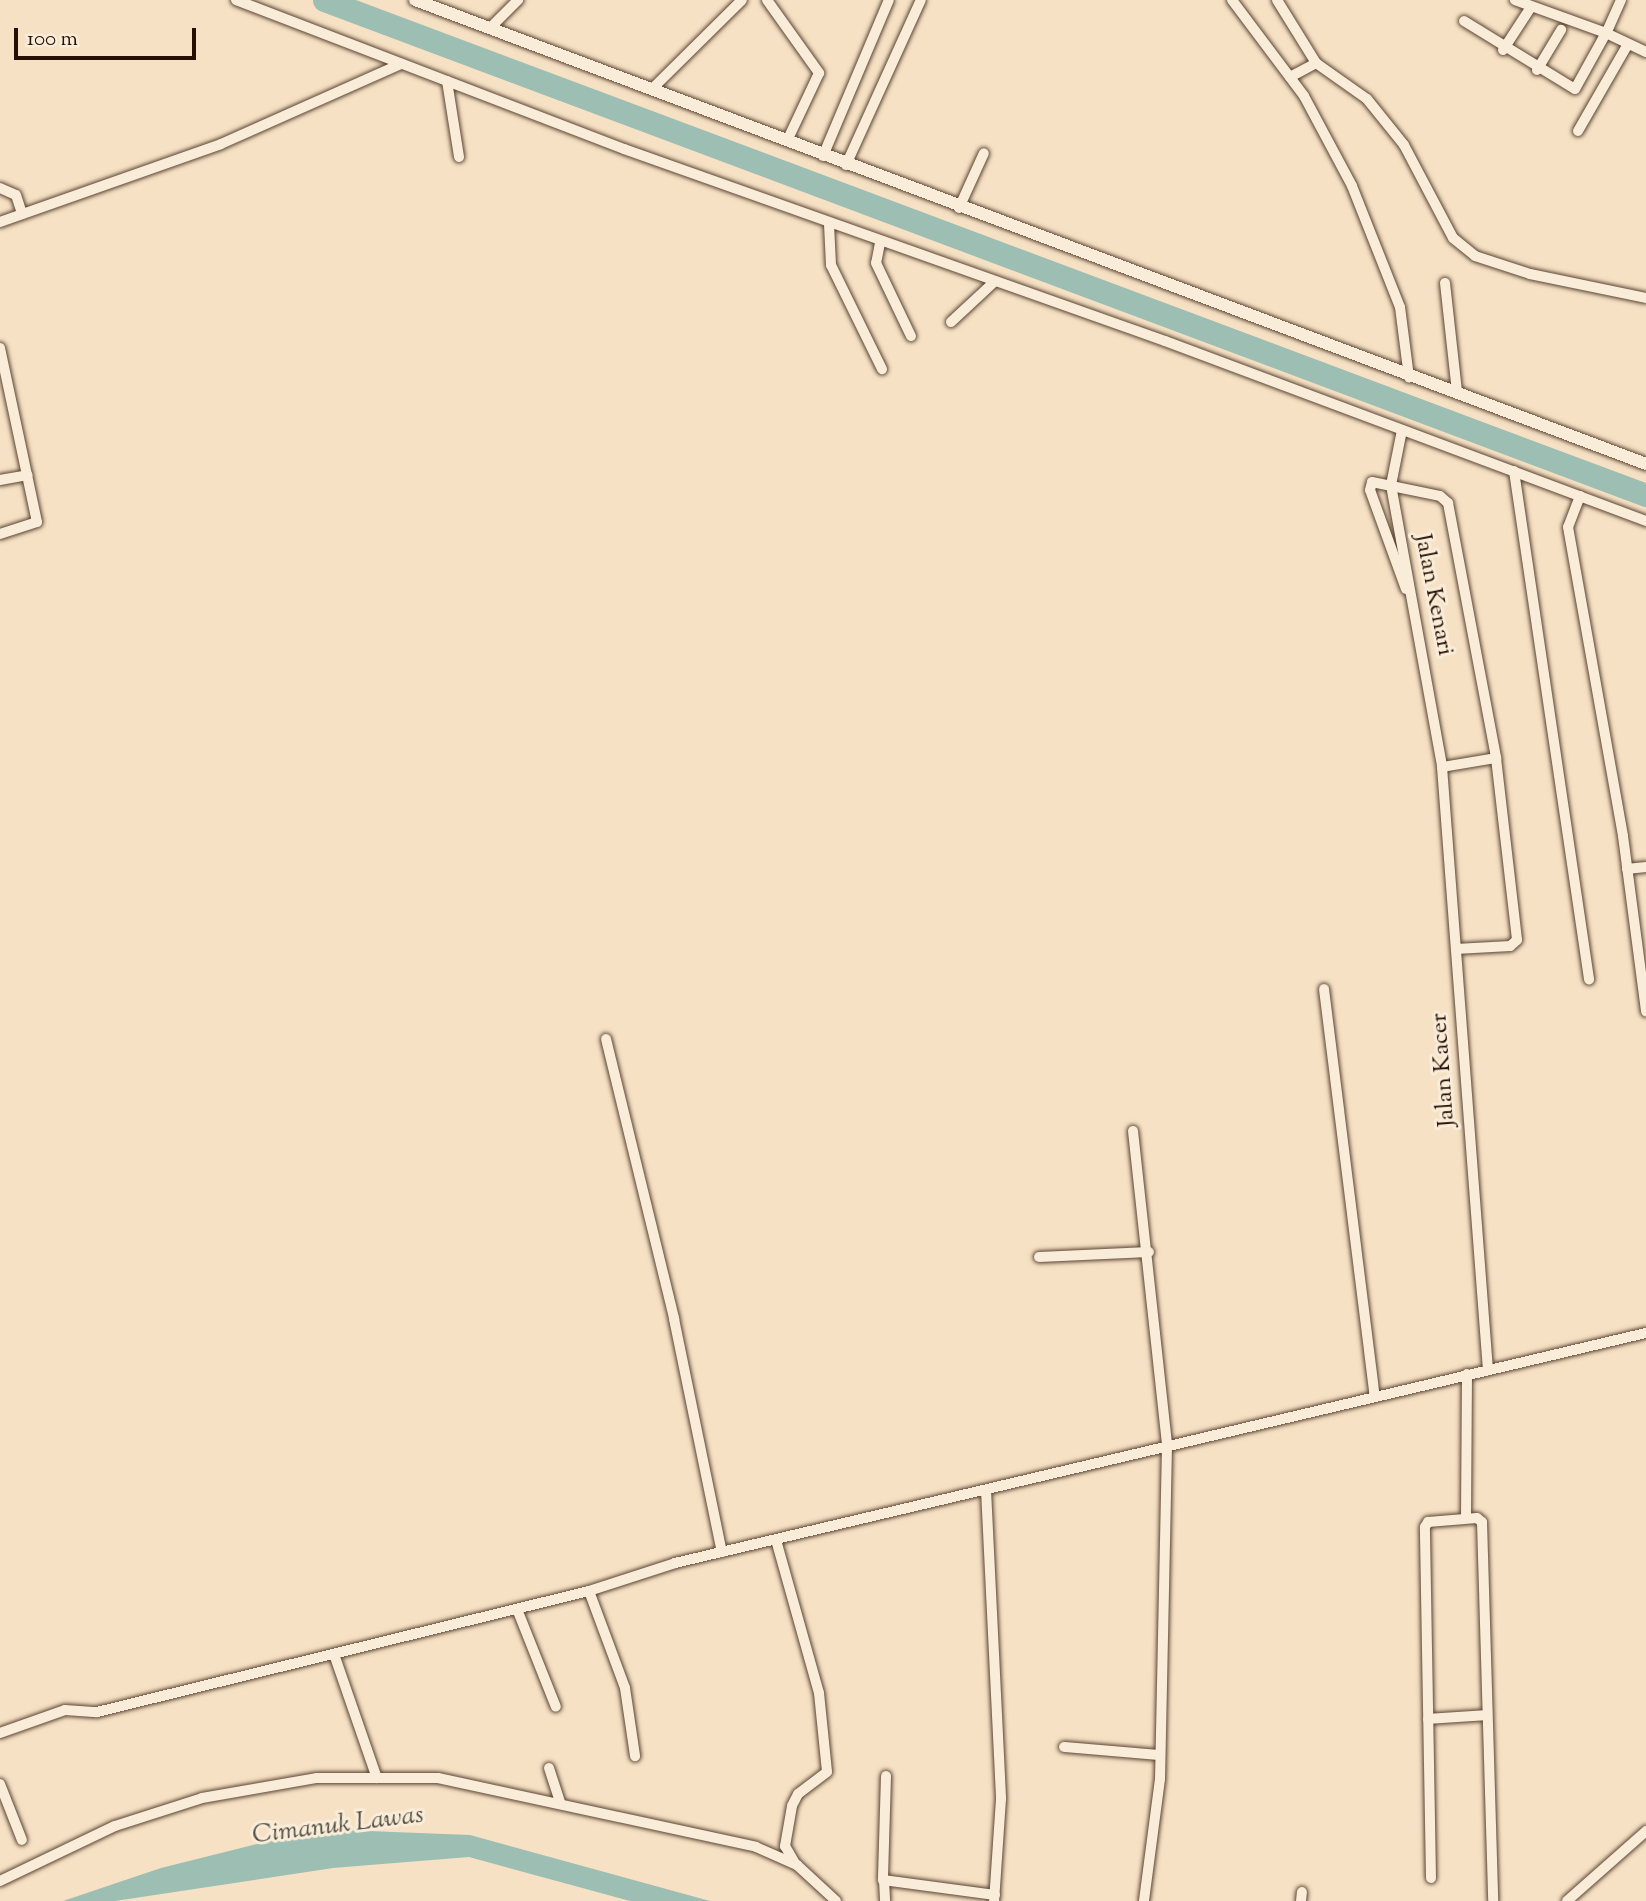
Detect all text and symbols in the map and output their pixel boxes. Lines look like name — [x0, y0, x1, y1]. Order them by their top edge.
scale bar — [18, 14, 200, 58]
text: 100 m — [27, 25, 78, 55]
street label: Jalan Kenari — [1407, 532, 1459, 658]
street label: Jalan Kacer — [1426, 1012, 1462, 1128]
water label: Cimanuk Lawas — [251, 1800, 425, 1852]

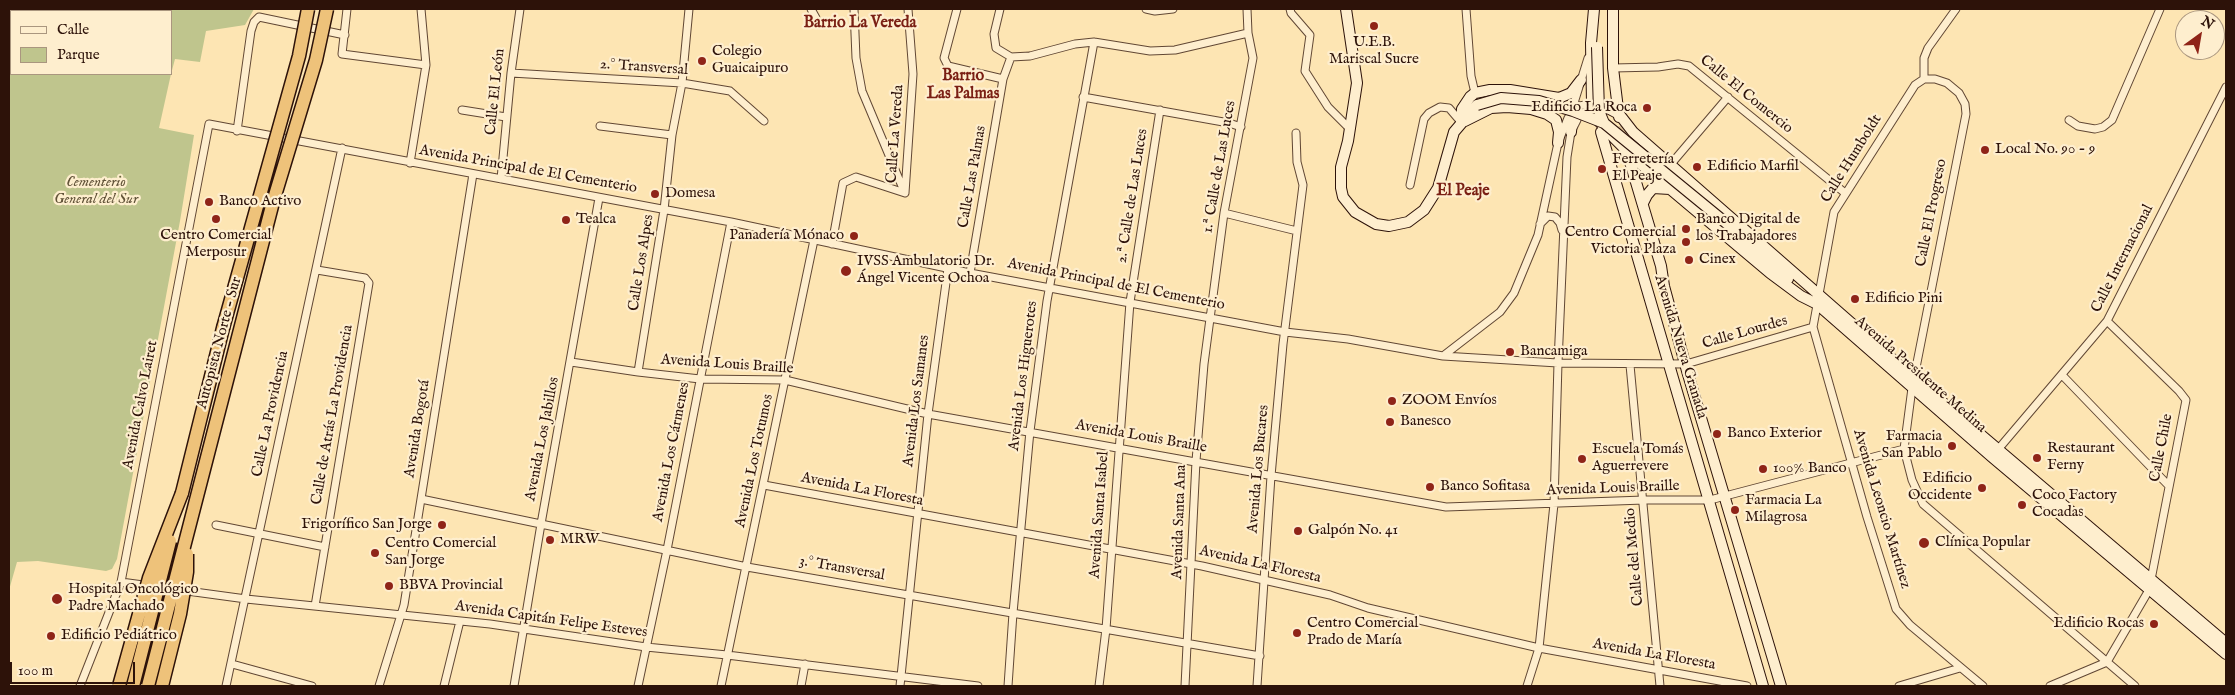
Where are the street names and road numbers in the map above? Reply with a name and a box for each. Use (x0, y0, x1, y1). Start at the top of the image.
street label: Calle El León (483, 48, 509, 136)
street label: Calle El Comercio (1696, 52, 1796, 138)
street label: 2.° Transversal (599, 56, 689, 80)
street label: Calle La Vereda (884, 84, 908, 184)
street label: 1.ª Calle de Las Luces (1199, 99, 1241, 235)
street label: Calle Humboldt (1818, 112, 1886, 206)
street label: Calle Las Palmas (955, 124, 991, 230)
street label: 2.ª Calle de Las Luces (1114, 128, 1152, 264)
street label: Avenida Principal de El Cementerio (418, 142, 638, 198)
street label: Calle El Progreso (1913, 158, 1951, 268)
street label: Calle Internacional (2088, 202, 2158, 316)
street label: Calle Los Alpes (625, 213, 659, 313)
street label: Avenida Principal de El Cementerio (1006, 255, 1226, 315)
street label: Avenida Nueva Granada (1650, 273, 1710, 421)
street label: Autopista Norte - Sur (194, 275, 246, 411)
street label: Avenida Los Higuerotes (1006, 300, 1042, 452)
street label: Calle Lourdes (1700, 312, 1790, 354)
street label: Avenida Presidente Medina (1850, 313, 1990, 437)
street label: Calle de Atrás La Providencia (308, 324, 358, 506)
street label: Avenida Los Samanes (900, 334, 934, 468)
street label: Avenida Calvo Lairet (120, 339, 162, 471)
street label: Calle La Providencia (249, 349, 293, 479)
street label: Avenida Louis Braille (660, 351, 794, 379)
street label: Avenida Los Jabillos (522, 375, 564, 503)
street label: Avenida Bogotá (401, 379, 435, 479)
street label: Avenida Los Cármenes (650, 381, 694, 523)
street label: Avenida Los Totumos (732, 393, 778, 529)
street label: Avenida Los Bucares (1244, 404, 1274, 534)
street label: Calle Chile (2147, 412, 2177, 484)
street label: Avenida Louis Braille (1074, 417, 1208, 457)
street label: Avenida Leoncio Martínez (1848, 427, 1914, 591)
street label: Avenida Santa Isabel (1087, 451, 1113, 579)
street label: Avenida Santa Ana (1169, 464, 1191, 580)
street label: Avenida La Floresta (799, 469, 925, 511)
street label: Avenida Louis Braille (1546, 478, 1680, 500)
street label: Calle del Medio (1622, 507, 1648, 607)
street label: Avenida La Floresta (1197, 542, 1323, 588)
street label: 3.° Transversal (798, 553, 886, 585)
street label: Avenida Capitán Felipe Esteves (454, 598, 648, 642)
street label: Avenida La Floresta (1591, 635, 1717, 675)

# [Task]
Every line with the word "Cementerio" in it should be copied from the listing above.

# [Task output]
street label: Avenida Principal de El Cementerio (418, 142, 638, 198)
street label: Avenida Principal de El Cementerio (1006, 255, 1226, 315)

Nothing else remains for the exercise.